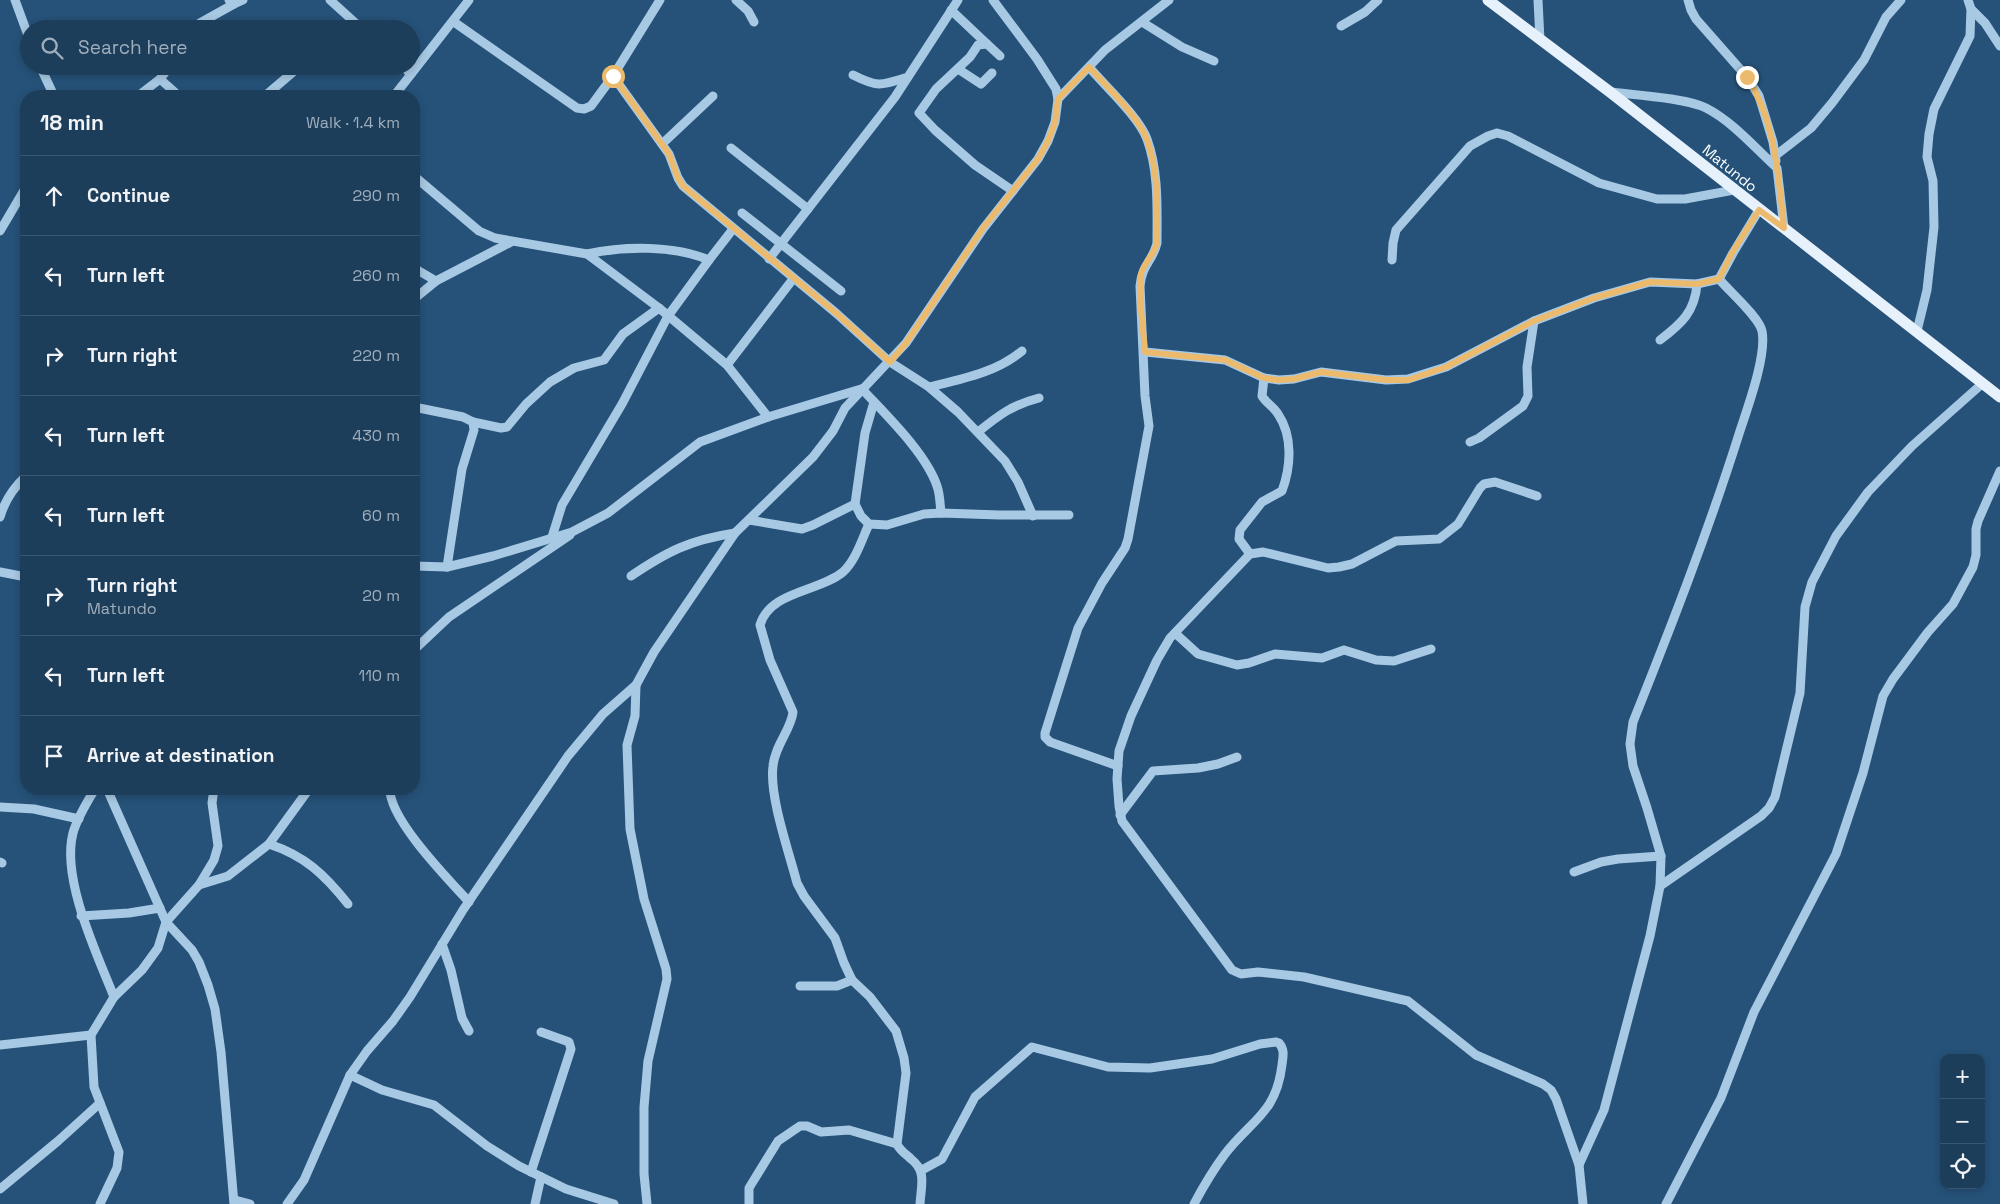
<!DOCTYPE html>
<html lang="en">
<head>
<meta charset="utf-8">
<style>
	body { margin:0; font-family:"Space Grotesk",sans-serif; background:#294964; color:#f1f3f6 }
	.controls { position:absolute; right:15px; bottom:15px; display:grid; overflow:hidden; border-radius:10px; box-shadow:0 2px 8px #0003 }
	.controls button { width:45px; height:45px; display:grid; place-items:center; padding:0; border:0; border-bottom:1px solid #3a5771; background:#1c3e5b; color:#f1f3f6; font:25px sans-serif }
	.stop { position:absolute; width:15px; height:15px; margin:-11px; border:4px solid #ecba6d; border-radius:50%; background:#fff }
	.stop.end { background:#ecba6d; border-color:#fff; box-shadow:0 1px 5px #0008 }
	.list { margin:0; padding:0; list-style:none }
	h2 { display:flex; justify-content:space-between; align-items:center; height:65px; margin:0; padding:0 20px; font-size:21px }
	h2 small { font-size:16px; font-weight:400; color:#a0aebb }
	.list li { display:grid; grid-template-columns:32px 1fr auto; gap:15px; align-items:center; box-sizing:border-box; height:80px; padding:0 20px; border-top:1px solid #3a5771 }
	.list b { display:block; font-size:19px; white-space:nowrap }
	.list p { margin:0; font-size:16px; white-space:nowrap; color:#a0aebb }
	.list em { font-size:16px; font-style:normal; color:#a0aebb }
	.icon { flex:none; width:28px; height:28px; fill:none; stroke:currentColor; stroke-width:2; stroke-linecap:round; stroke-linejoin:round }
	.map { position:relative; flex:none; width:2000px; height:1204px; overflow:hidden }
	.search { position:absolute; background:#1c3e5b; box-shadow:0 2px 8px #0003; left:20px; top:20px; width:400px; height:55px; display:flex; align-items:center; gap:12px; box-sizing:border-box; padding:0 18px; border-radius:28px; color:#a0aebb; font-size:19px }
	.panel { position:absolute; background:#1c3e5b; box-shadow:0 2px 8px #0003; left:20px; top:90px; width:400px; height:705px; border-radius:20px }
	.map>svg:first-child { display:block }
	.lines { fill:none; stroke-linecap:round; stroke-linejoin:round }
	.minor { stroke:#a8c9e3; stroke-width:9 }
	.major { stroke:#e7f1fc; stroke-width:11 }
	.route { stroke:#ecba6d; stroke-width:6 }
	.labels { text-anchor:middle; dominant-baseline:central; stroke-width:4.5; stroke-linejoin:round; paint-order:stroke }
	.street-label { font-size:15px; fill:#fff; stroke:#265279 }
</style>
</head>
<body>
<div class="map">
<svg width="2000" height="1204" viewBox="0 0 2000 1204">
	<rect width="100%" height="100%" fill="#265279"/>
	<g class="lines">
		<g class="minor">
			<polyline points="15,0 29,38"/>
			<polyline points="330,0 362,29"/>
			<polyline points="736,0 748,11 754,22"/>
			<polyline points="1538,0 1540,40"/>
			<polyline points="1688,0 1691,10 1696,19 1747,77 1759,96 1773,142 1776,161"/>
			<polyline points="234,4 243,0"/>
			<polyline points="1971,9 1985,23 2000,46"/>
			<polyline points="951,10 987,44"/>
			<polyline points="454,22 577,108 584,109 591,106 613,76 660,0"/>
			<polyline points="1142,22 1182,47 1214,61"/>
			<polyline points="1341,26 1365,12 1378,0"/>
			<polyline points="195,29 200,23 234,4 229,0"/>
			<polyline points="1000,56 987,44 978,45 970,57 936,89 919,113 935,130 975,165 1013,191"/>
			<polyline points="40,66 54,96"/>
			<polyline points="402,66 411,74"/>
			<path d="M1089,67C1105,86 1139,117 1147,139C1159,172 1157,209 1157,243C1153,261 1142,264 1140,286L1145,396L1149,426L1128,539L1125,548L1102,583L1078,628L1045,733V737L1050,742L1118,766"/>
			<polyline points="958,69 981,84 992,73"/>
			<path d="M853,75C877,87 880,86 905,78"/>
			<polyline points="613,76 669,154 678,178 683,186 836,313 890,362 929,387 958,412 1005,461 1018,482 1033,516"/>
			<polyline points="160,79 179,96"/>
			<path d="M1610,92C1634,95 1686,98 1706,108C1732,121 1756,149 1777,168L1784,228"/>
			<polyline points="138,96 160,79 170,66"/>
			<polyline points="265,96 300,66"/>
			<polyline points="394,96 469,0"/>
			<polyline points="1058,99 1105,50 1169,0"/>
			<polyline points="662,144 713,96"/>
			<polyline points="731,148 808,209"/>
			<polyline points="1775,156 1811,128 1832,103 1864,60 1886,17 1901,0"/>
			<polyline points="414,176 479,231 495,238 587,254 659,308 727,365 768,417"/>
			<polyline points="742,213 841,291"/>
			<polyline points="0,231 26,187"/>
			<polyline points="769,259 895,97 958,0"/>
			<polyline points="709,260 733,229"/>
			<polyline points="1392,260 1393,243 1396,230 1470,146 1488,136 1497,133 1508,136 1599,183 1657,199 1685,199 1734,190"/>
			<polyline points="414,268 436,281"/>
			<polyline points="414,299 436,281 511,242"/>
			<polyline points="1917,331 1927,290 1934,227 1933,181 1927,157 1929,134 1934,109 1970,36 1971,9 1968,0"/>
			<path d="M1660,340C1681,324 1695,312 1697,284"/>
			<polyline points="1145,352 1225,360 1264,378 1279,380 1294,379 1321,372 1386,380 1408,379 1446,367 1534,321 1594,298 1650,282 1697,284 1719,279 1733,253 1759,210"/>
			<polyline points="727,365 793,279"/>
			<path d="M929,387C962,379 995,373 1022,351"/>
			<path d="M862,389C885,414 926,453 937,486C940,494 940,504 941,513"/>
			<polyline points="874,402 865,433 855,504 861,516 869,524 887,525 924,514 941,513 999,515 1069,515"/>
			<polyline points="414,407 463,417 473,422 474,430 462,469 447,567"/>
			<polyline points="473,422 501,428 507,427 526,404 550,382 574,368 604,360 623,334 659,308"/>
			<path d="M978,432C999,415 1012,405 1039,398"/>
			<polyline points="1470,442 1479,438 1523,406 1528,396 1527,367 1534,321"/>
			<polyline points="1537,496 1495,482 1484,484 1480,488 1458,524 1439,539 1396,541 1352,564 1339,567 1328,568 1263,552 1250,554 1170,638 1157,660 1131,716 1119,751 1117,779 1119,806 1122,821 1232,970 1241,974 1258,972 1304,977 1408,1001 1476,1055 1543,1084 1551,1090 1556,1099 1579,1165 1583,1204"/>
			<path d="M0,517C5,500 13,488 26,476"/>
			<polyline points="749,520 802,529 813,525 855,504"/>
			<path d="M869,524C862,539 856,560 843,572C819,592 770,591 760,625L770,660L793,712C791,730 775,745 773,766C769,796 789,852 797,883L804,896L835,938L844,963L852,980L870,997L896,1031L904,1058L906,1073L897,1144C900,1151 906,1154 911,1159C927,1171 921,1186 920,1204"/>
			<path d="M552,537L562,505L622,404L668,316L709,260C674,245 624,246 587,254"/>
			<path d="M1250,554L1239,539L1240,530L1262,502L1282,491C1291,467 1293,436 1278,414C1274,407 1266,403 1262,396L1264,378"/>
			<polyline points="414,566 447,567 493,556 572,532 608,513 700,442 768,417 861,389"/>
			<polyline points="0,572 26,577"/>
			<path d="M631,576C668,551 690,540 735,533"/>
			<polyline points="1175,633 1198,654 1237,665 1249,663 1275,654 1322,658 1344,650 1376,660 1394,661 1431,649"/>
			<polyline points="414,650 449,617 570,535"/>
			<polyline points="636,685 635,716 627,745 630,829 644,899 666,969 667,979 648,1061 644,1107 644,1174 647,1204"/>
			<path d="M95,789C87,802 77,818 73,833C61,879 97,954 114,997"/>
			<polyline points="107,789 166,922 192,950 199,962 208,985 215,1009 221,1052 234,1204"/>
			<path d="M390,789C389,819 448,879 469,902"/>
			<polyline points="0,807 34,809 79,819"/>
			<polyline points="1120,815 1153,771 1198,768 1218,764 1237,757"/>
			<path d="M269,844C305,856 324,874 348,904"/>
			<polyline points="0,862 2,863"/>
			<polyline points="1574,872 1601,862 1618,859 1661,856"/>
			<polyline points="199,885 228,876 269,844 309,789"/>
			<path d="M1660,886L1661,856L1647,808L1633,766L1630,744L1633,722C1671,627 1708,532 1739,434C1747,409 1767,356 1762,331C1759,317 1729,291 1719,279"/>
			<polyline points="81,916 129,913 160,908"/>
			<polyline points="442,944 451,970 462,1018 469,1031"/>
			<polyline points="800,986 837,986 852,980"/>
			<polyline points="0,1045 91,1035"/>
			<polyline points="350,1075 382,1090 434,1105 487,1146 519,1166 566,1189 614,1204"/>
			<polyline points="1579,1165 1604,1110 1650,936 1660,886 1761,816 1769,808 1775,797 1800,693 1805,607 1812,582 1836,536 1868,492 1912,446 1983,383"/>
			<path d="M922,1170L942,1159L975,1097L1032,1047L1108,1067L1150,1068L1212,1059L1260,1044L1276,1042L1279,1043C1285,1050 1283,1056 1282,1065C1276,1114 1251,1120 1225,1154C1213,1170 1203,1187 1194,1204"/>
			<polyline points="531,1172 571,1049 569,1042 541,1032"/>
			<polyline points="0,1189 58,1141 100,1103"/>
			<polyline points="235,1200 250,1204"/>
			<polyline points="100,1204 117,1168 119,1152 94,1087 91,1035 114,997 142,970 158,948 166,922 199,885 214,860 218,846 212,803 214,789"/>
			<polyline points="287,1204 304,1180 350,1075 367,1051 393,1021 410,997 463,910 568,756 603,714 636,685 654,652 735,533 813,457 833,431 845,408 906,343 983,229 1038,159 1048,141 1055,122 1058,99 1056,89 1037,59 993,0"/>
			<polyline points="535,1204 541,1177"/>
			<polyline points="749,1204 749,1188 778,1141 800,1126 807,1126 821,1132 849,1130 897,1144"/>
			<polyline points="1666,1204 1721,1098 1754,1012 1836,854 1863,773 1883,696 1893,679 1928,632 1953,604 1973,567 1976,555 1976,529 1978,521 2000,471"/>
		</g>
		<polyline class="major" points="1488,0 1610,92 2000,397"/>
	</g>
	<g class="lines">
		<path class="route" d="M613,76L669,154L678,178L683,186L836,313L890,362L906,343L983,228L1038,159L1048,141L1055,122L1058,99L1089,67C1106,86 1139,117 1147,140C1159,172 1157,209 1157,243C1154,255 1144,263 1141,274C1137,291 1144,333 1145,352L1225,360L1264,378L1278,380L1294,379L1321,372L1386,380H1408L1446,367L1534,321L1594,298L1650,282L1697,284L1719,279L1732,253L1759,210L1784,228C1778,176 1776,122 1747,77"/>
	</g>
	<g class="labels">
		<g class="street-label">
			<text transform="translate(1730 168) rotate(39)">Matundo</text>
		</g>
	</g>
</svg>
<div class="controls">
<button>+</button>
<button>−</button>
<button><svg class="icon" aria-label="locate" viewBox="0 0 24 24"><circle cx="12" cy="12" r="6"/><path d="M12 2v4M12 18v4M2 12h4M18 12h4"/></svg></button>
</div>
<div class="stop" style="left:613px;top:76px"></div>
<div class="stop end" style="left:1747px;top:77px"></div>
<div class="search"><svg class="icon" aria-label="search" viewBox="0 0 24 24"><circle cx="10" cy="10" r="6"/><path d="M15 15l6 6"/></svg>Search here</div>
<section class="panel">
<h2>18 min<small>Walk · 1.4 km</small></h2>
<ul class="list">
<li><svg class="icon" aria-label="ahead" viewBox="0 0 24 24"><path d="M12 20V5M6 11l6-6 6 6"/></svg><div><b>Continue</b></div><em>290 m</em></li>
<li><svg class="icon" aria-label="left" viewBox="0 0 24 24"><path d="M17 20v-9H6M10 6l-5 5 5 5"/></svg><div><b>Turn left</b></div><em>260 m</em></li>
<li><svg class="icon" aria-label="right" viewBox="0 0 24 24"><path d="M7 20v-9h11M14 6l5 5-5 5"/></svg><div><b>Turn right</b></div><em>220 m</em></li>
<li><svg class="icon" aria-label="left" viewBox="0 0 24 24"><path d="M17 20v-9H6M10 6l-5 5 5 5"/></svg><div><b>Turn left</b></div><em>430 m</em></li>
<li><svg class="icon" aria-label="left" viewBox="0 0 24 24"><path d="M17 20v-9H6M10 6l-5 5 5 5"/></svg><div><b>Turn left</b></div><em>60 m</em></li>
<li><svg class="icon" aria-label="right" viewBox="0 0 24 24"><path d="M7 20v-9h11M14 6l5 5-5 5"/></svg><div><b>Turn right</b><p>Matundo</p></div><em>20 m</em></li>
<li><svg class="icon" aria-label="left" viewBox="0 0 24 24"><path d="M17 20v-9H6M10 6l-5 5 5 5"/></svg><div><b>Turn left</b></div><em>110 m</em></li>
<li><svg class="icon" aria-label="arrive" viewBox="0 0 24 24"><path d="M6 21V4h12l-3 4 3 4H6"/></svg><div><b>Arrive at destination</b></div></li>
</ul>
</section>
</div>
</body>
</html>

EXERCISE DESCRIPTION: Extract the lines exactly, please: the first line of the listing, the line with "margin:0; padding:0; list-style:none", and every line between them, but no pictures.

EXERCISE RESPONSE:
<!DOCTYPE html>
<html lang="en">
<head>
<meta charset="utf-8">
<style>
	body { margin:0; font-family:"Space Grotesk",sans-serif; background:#294964; color:#f1f3f6 }
	.controls { position:absolute; right:15px; bottom:15px; display:grid; overflow:hidden; border-radius:10px; box-shadow:0 2px 8px #0003 }
	.controls button { width:45px; height:45px; display:grid; place-items:center; padding:0; border:0; border-bottom:1px solid #3a5771; background:#1c3e5b; color:#f1f3f6; font:25px sans-serif }
	.stop { position:absolute; width:15px; height:15px; margin:-11px; border:4px solid #ecba6d; border-radius:50%; background:#fff }
	.stop.end { background:#ecba6d; border-color:#fff; box-shadow:0 1px 5px #0008 }
	.list { margin:0; padding:0; list-style:none }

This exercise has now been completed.